■ Work order: Copy out each line of the listing below that contains the word "picture".
────────────────────
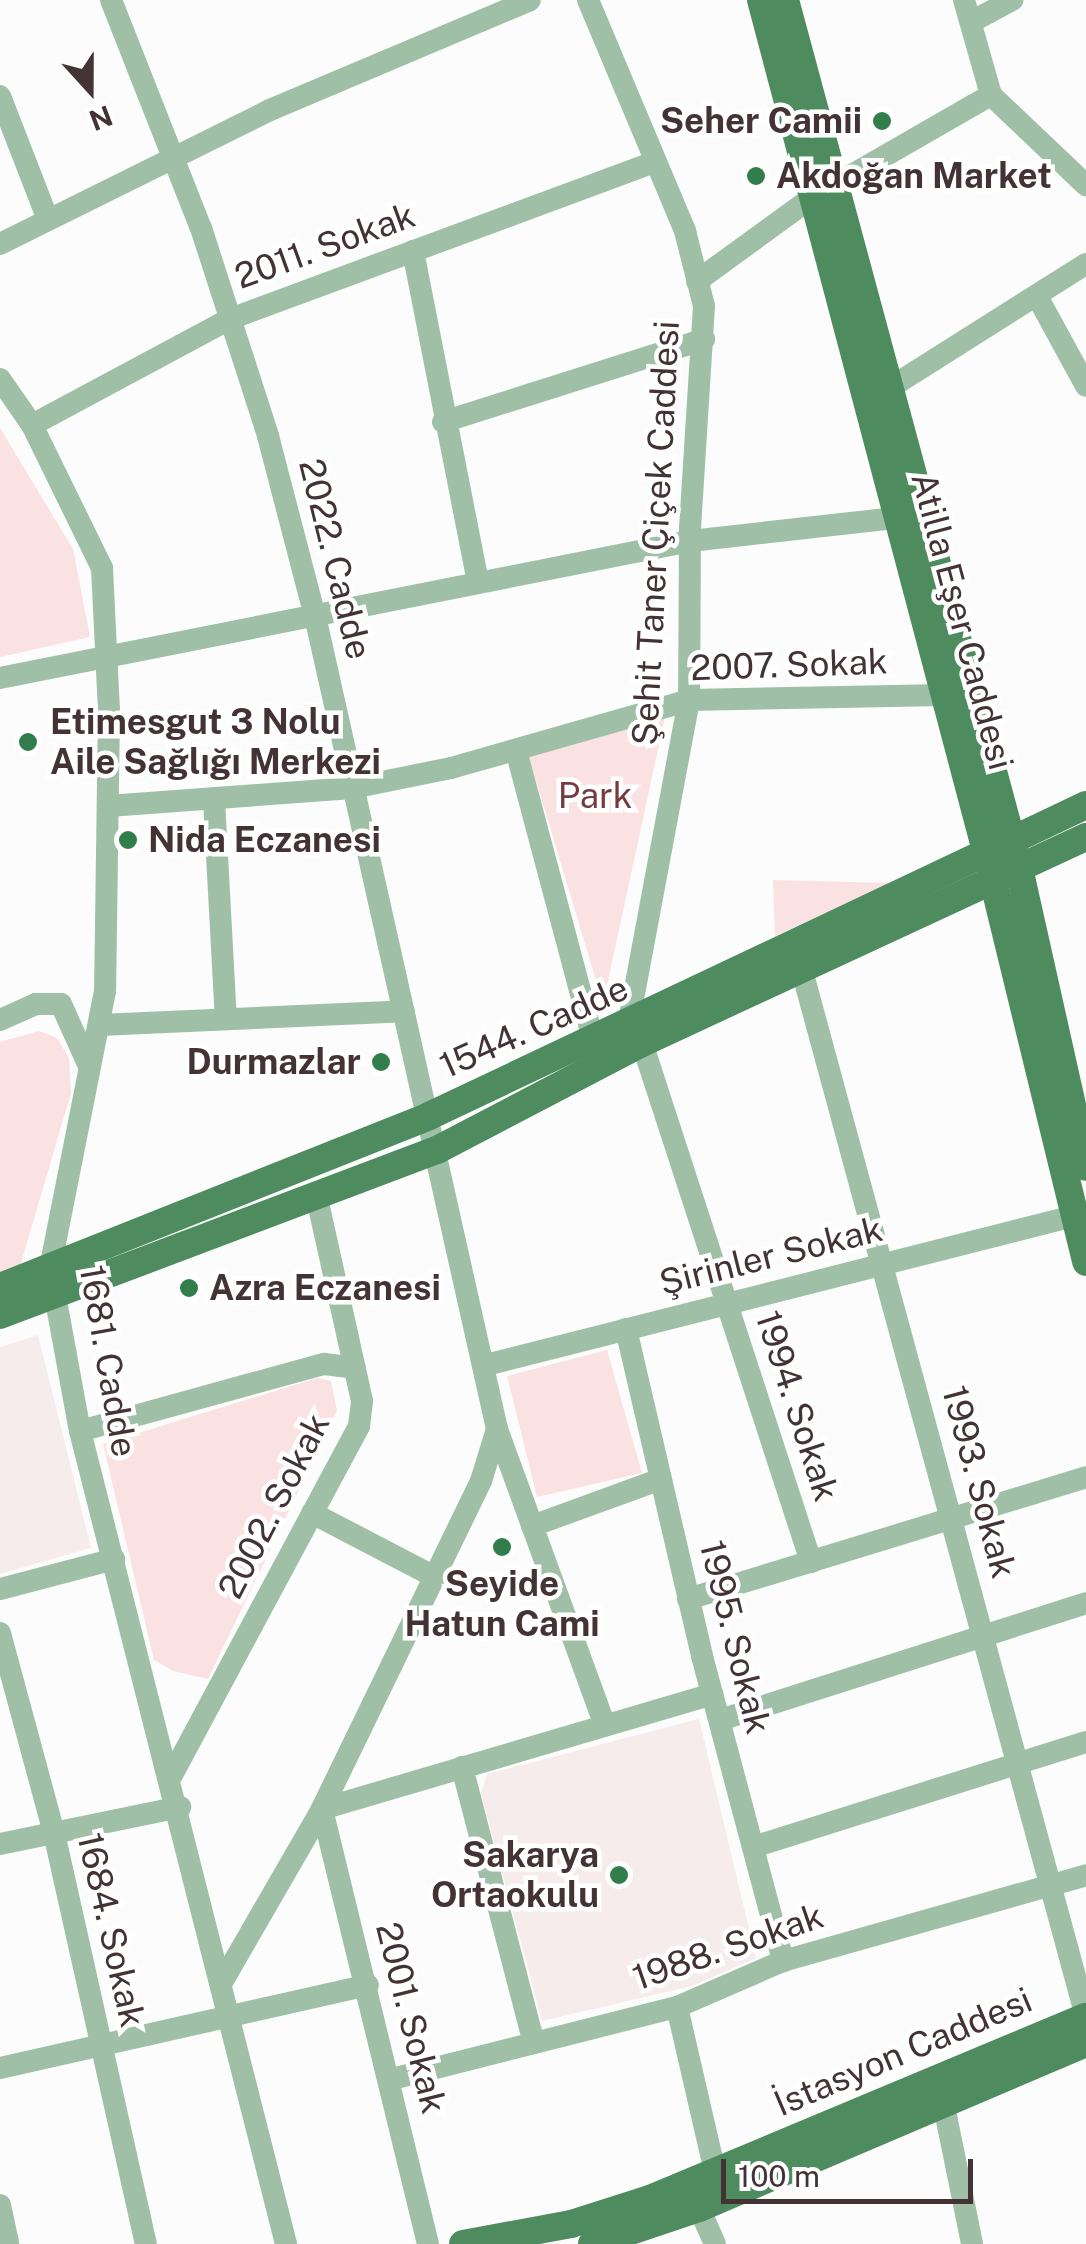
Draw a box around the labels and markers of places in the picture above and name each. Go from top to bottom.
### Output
place label: Seher Camii [660,100,862,142]
marker: Seher Camii [871,110,893,132]
place label: Akdoğan Market [776,155,1052,197]
marker: Akdoğan Market [745,165,767,187]
place label: Etimesgut 3 Nolu Aile Sağlığı Merkezi [50,701,381,783]
marker: Etimesgut 3 Nolu Aile Sağlığı Merkezi [15,729,41,755]
place label: Nida Eczanesi [148,819,381,861]
marker: Nida Eczanesi [117,829,139,851]
place label: Durmazlar [187,1041,361,1083]
marker: Durmazlar [370,1051,392,1073]
place label: Azra Eczanesi [209,1267,441,1309]
marker: Azra Eczanesi [178,1277,200,1299]
marker: Seyide Hatun Cami [491,1536,513,1558]
place label: Seyide Hatun Cami [404,1563,600,1645]
place label: Sakarya Ortaokulu [431,1834,599,1916]
marker: Sakarya Ortaokulu [608,1864,630,1886]

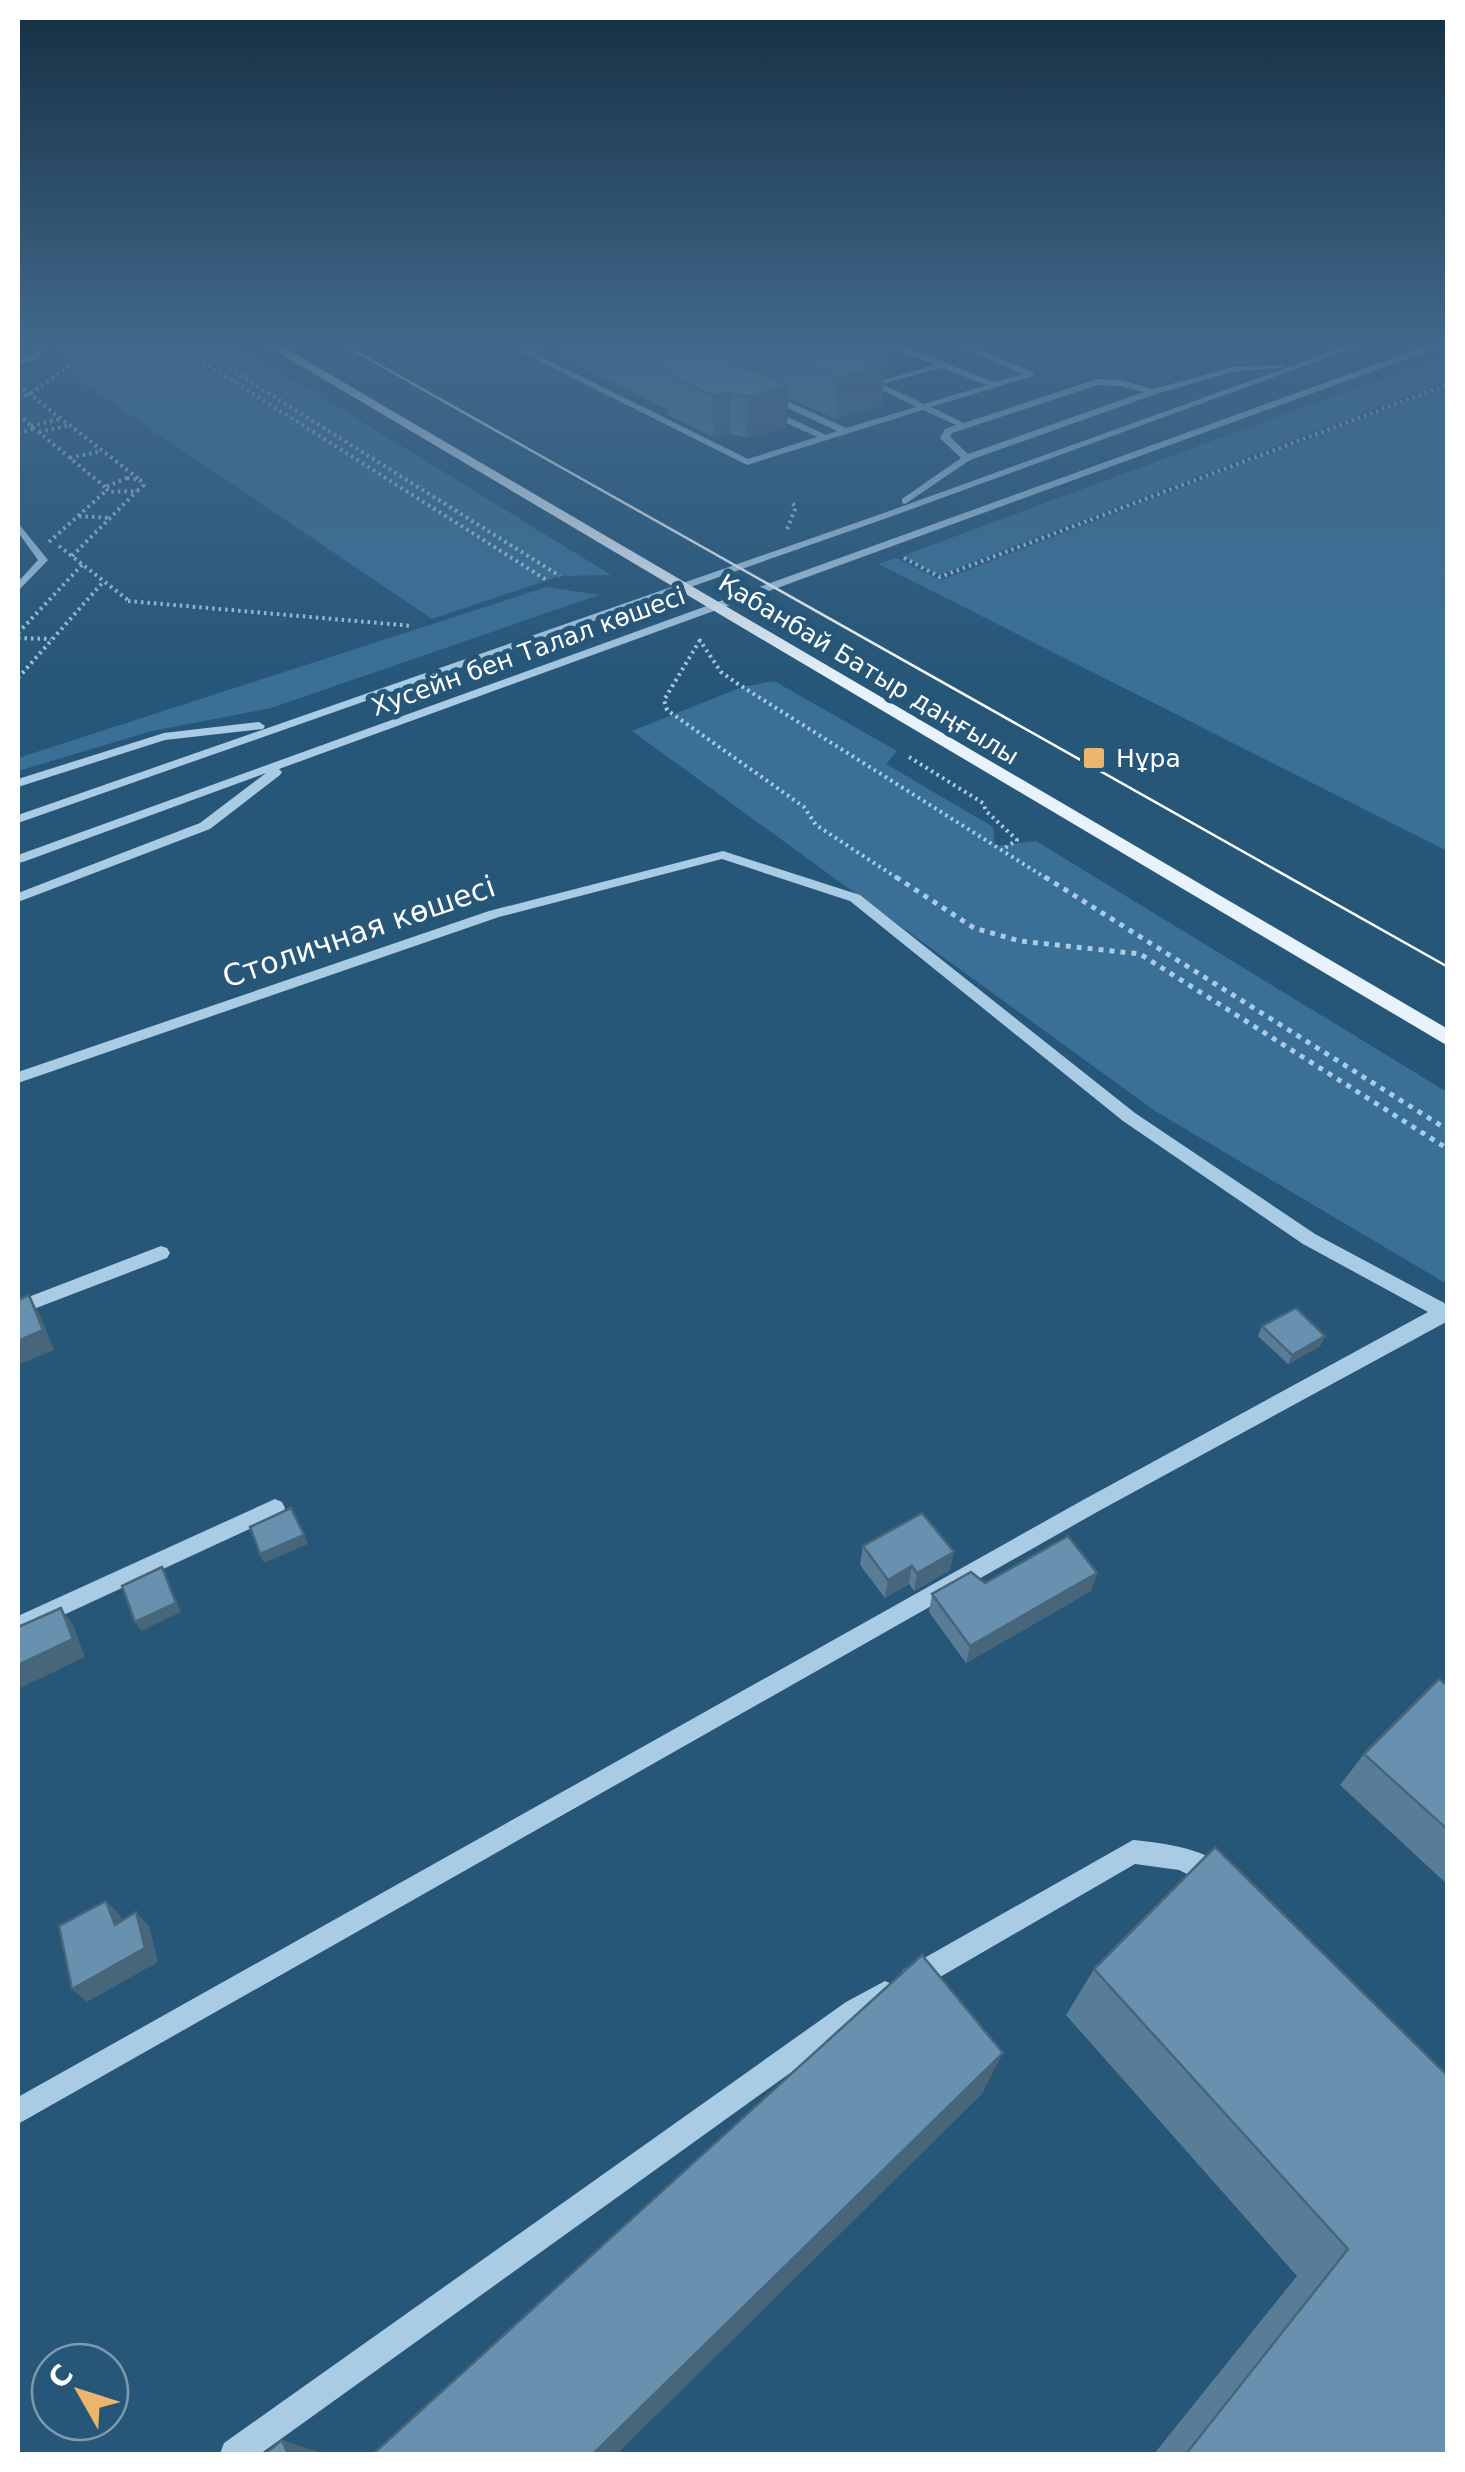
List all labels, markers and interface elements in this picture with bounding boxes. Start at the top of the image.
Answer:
street label: Қабанбай Батыр даңғылы [713,568,1024,771]
street label: Хусейн бен Талал көшесі [367,581,689,722]
place label: Нұра [1116,744,1181,773]
marker: Нұра [1081,745,1107,771]
street label: Столичная көшесі [218,868,500,995]
north arrow [30,2342,130,2442]
text: С [42,2358,80,2395]

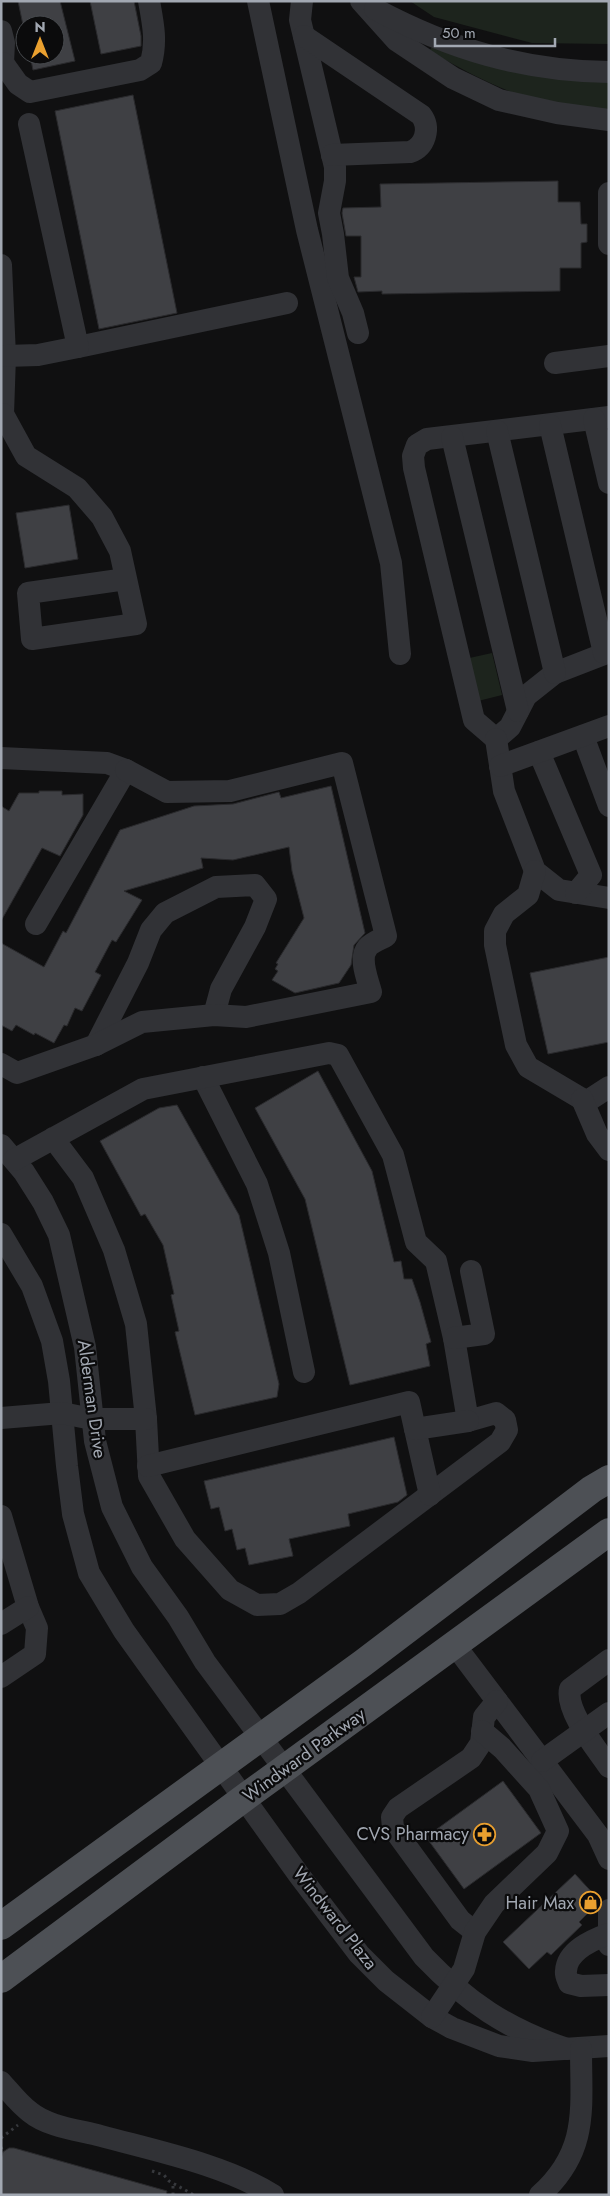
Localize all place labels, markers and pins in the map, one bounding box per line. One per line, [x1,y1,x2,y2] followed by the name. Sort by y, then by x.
────────────────────
■ Answer to the problem:
Draw a box around the labels and markers of places in the picture above and name each. Go from top to bottom.
List all labels, markers and interface elements in this picture with bounding boxes. Start at the top of the image.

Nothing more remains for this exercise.